VHDL-Eval: A Framework for Evaluating Large Language Models in VHDL Code Generation
Prashanth Vijayaraghavan, Luyao Shi, Stefano Ambrogio, Charles Mackin, Apoorva Nitsure, David Beymer, Ehsan Degan
TL;DR
The paper tackles evaluating large language models for $VHDL$ code generation, addressing the lack of HDL-specific benchmarks. It introduces the $VHDL$-Eval dataset, combining 202 problems translated from Verilog-Eval with publicly available VHDL tutorials, plus self-verifying testbenches, enabling systematic syntactic and functional evaluation. The study assesses multiple models under zero-shot, in-context learning ($ICL$), and parameter-efficient fine-tuning (PEFT) using the $Pass@k$ metric, revealing substantial challenges and only modest gains from $ICL$ and notable gains from adapter-based fine-tuning ($QLoRa$). The results highlight the need for supervised VHDL-specific fine-tuning to bridge performance gaps and provide a practical framework for hardware designers seeking automated VHDL-code generation assistance.
Abstract
With the unprecedented advancements in Large Language Models (LLMs), their application domains have expanded to include code generation tasks across various programming languages. While significant progress has been made in enhancing LLMs for popular programming languages, there exists a notable gap in comprehensive evaluation frameworks tailored for Hardware Description Languages (HDLs), particularly VHDL. This paper addresses this gap by introducing a comprehensive evaluation framework designed specifically for assessing LLM performance in VHDL code generation task.
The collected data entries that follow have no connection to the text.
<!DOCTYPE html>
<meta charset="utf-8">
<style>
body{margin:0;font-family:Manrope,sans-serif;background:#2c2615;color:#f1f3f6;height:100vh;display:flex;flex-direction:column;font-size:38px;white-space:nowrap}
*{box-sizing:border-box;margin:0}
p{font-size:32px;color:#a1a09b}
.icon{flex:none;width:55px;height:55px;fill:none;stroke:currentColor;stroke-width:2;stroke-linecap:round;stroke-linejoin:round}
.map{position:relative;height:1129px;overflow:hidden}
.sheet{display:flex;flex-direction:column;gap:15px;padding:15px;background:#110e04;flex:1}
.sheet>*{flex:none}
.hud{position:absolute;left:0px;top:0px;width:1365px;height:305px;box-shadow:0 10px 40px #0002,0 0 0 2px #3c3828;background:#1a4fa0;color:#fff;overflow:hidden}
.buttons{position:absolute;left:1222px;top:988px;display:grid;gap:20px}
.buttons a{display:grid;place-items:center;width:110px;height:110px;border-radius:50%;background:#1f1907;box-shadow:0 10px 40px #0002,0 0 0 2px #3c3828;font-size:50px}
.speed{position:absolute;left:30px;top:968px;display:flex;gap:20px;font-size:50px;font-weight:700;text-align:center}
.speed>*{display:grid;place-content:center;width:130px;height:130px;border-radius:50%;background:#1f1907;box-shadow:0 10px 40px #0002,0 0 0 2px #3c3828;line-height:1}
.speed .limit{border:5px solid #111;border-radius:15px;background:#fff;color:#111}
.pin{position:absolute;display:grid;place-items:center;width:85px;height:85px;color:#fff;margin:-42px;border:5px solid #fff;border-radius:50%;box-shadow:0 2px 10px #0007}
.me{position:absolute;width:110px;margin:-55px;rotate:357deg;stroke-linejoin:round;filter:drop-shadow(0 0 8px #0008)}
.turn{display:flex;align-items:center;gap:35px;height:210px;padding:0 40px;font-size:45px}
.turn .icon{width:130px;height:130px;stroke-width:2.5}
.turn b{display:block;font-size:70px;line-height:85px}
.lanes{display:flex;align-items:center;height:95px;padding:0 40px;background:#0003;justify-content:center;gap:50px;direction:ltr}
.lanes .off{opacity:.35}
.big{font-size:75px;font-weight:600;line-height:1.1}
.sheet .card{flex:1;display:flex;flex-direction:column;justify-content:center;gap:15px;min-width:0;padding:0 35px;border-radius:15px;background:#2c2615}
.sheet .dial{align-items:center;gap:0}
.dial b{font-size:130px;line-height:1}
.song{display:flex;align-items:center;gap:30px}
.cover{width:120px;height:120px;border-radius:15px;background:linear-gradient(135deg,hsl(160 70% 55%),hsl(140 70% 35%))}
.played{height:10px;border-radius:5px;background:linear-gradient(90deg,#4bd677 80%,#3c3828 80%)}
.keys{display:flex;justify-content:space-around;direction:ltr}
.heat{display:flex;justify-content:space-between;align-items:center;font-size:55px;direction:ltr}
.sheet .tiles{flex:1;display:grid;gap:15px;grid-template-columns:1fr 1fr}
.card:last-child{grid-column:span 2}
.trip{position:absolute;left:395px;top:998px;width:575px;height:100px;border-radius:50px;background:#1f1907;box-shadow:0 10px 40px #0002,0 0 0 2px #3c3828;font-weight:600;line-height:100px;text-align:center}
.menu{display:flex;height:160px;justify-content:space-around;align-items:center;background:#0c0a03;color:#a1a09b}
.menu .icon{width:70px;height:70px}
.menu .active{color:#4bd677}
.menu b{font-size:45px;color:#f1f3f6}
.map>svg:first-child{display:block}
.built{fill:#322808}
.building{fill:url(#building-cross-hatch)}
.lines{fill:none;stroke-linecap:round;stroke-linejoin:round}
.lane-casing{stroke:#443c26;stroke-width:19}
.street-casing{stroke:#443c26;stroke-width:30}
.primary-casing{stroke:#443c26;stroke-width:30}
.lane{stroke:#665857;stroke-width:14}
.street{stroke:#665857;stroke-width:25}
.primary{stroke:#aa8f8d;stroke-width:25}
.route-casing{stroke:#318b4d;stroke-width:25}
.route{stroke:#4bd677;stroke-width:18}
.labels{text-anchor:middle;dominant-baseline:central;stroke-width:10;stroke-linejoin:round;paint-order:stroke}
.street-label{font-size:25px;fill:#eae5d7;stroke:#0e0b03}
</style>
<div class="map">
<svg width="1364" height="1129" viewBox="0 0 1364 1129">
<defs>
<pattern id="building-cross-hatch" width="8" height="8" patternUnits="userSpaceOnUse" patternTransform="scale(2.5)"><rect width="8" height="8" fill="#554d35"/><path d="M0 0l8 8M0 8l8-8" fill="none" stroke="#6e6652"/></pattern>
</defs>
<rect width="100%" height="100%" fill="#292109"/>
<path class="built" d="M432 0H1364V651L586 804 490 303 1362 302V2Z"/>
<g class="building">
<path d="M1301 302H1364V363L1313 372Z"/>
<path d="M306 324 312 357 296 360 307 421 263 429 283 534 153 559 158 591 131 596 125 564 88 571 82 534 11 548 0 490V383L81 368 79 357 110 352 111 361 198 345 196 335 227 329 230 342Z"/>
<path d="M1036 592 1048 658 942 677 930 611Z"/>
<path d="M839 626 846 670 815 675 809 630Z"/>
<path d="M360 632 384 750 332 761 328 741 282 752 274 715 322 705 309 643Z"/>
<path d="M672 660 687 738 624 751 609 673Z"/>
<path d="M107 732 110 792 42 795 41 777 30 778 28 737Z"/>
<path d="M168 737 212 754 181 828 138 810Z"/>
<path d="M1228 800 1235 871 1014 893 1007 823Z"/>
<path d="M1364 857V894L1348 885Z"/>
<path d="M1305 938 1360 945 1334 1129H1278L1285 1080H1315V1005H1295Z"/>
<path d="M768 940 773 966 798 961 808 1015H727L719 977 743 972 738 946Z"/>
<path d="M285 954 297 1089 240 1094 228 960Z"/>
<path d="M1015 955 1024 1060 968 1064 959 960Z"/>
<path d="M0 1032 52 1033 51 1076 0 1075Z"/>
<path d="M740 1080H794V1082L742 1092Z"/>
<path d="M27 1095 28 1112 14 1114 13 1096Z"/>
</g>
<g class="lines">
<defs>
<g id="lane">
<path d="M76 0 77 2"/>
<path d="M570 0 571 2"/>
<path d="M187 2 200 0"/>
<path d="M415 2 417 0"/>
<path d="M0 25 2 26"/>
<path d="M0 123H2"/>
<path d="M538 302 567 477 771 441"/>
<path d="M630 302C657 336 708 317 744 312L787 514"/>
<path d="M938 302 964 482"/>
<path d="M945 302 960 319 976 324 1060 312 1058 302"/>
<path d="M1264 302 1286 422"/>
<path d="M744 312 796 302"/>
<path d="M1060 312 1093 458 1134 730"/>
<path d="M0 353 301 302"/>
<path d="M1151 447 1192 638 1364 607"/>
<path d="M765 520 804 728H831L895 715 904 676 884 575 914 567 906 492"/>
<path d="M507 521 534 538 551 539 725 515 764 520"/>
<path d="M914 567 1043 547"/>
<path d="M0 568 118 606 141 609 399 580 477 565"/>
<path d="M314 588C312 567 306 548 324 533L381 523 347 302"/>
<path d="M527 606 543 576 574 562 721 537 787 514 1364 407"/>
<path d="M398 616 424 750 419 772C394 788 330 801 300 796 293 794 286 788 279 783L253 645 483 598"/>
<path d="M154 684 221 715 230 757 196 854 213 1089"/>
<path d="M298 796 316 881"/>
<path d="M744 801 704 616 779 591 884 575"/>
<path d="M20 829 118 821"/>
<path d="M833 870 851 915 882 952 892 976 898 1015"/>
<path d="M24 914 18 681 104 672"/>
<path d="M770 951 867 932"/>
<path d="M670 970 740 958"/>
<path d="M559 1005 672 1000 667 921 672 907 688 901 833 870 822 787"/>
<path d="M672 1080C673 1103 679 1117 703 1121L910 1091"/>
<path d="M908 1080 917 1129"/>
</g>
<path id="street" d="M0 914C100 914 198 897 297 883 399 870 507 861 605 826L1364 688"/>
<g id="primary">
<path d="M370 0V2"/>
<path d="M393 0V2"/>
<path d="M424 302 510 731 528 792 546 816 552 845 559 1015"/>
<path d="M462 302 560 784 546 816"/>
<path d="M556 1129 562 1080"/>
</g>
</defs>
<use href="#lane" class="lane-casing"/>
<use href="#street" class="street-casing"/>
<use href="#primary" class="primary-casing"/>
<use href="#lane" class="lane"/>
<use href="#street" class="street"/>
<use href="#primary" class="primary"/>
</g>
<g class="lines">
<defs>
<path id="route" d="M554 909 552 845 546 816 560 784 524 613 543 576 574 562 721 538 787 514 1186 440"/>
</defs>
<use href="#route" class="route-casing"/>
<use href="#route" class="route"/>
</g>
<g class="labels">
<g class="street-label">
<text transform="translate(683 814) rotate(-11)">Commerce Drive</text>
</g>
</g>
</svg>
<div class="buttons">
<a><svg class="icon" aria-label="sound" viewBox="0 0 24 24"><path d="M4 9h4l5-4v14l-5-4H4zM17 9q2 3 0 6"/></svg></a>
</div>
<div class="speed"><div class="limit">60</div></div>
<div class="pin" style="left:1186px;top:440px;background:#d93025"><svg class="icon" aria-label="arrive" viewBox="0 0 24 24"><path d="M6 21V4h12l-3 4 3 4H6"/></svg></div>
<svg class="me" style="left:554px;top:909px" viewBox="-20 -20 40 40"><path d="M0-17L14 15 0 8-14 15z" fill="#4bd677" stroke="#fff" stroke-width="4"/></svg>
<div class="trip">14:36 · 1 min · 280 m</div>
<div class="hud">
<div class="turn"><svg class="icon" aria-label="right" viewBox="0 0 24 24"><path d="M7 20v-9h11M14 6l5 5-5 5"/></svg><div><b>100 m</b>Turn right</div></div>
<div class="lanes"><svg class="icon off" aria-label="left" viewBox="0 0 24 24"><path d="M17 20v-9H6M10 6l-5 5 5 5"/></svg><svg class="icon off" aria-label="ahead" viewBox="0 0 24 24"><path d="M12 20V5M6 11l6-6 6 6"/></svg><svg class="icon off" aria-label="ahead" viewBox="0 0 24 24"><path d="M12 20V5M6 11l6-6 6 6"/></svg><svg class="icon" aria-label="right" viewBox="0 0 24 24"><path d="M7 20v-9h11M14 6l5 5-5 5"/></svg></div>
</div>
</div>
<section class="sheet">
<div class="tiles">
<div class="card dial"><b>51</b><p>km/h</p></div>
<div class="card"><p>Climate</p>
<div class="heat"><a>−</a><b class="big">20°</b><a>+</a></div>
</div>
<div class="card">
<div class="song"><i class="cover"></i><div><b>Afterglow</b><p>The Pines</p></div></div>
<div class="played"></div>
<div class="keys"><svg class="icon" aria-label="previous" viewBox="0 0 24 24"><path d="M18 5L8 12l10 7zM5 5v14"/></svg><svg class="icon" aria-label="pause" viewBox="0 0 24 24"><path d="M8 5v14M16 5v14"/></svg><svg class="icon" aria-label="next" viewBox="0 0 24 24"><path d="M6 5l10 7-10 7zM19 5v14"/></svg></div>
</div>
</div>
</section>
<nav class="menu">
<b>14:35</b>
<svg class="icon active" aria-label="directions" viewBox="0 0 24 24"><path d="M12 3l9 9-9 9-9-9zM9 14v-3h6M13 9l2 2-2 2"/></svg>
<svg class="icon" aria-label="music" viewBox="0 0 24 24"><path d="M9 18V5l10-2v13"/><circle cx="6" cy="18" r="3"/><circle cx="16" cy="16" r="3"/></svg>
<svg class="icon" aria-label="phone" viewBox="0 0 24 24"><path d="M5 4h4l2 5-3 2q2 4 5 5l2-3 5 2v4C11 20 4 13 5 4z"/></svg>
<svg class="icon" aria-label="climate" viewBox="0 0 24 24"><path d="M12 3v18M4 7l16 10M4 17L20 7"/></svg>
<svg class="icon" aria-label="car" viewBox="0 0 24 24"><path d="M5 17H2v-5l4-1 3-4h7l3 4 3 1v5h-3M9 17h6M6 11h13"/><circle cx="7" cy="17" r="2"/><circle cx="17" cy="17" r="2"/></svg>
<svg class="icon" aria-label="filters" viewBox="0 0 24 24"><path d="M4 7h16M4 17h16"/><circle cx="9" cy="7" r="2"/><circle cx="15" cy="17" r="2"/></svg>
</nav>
We construct a dataset for evaluating LLMs on VHDL code generation task. This dataset is constructed by translating a collection of Verilog evaluation problems to VHDL and aggregating publicly available VHDL problems, resulting in a total of 202 problems. To assess the functional correctness of the generated VHDL code, we utilize a curated set of self-verifying testbenches specifically designed for those aggregated VHDL problem set. We conduct an initial evaluation of different LLMs and their variants, including zero-shot code generation, in-context learning (ICL), and Parameter-efficient fine-tuning (PEFT) methods. Our findings underscore the considerable challenges faced by existing LLMs in VHDL code generation, revealing significant scope for improvement. This study emphasizes the necessity of supervised fine-tuning code generation models specifically for VHDL, offering potential benefits to VHDL designers seeking efficient code generation solutions.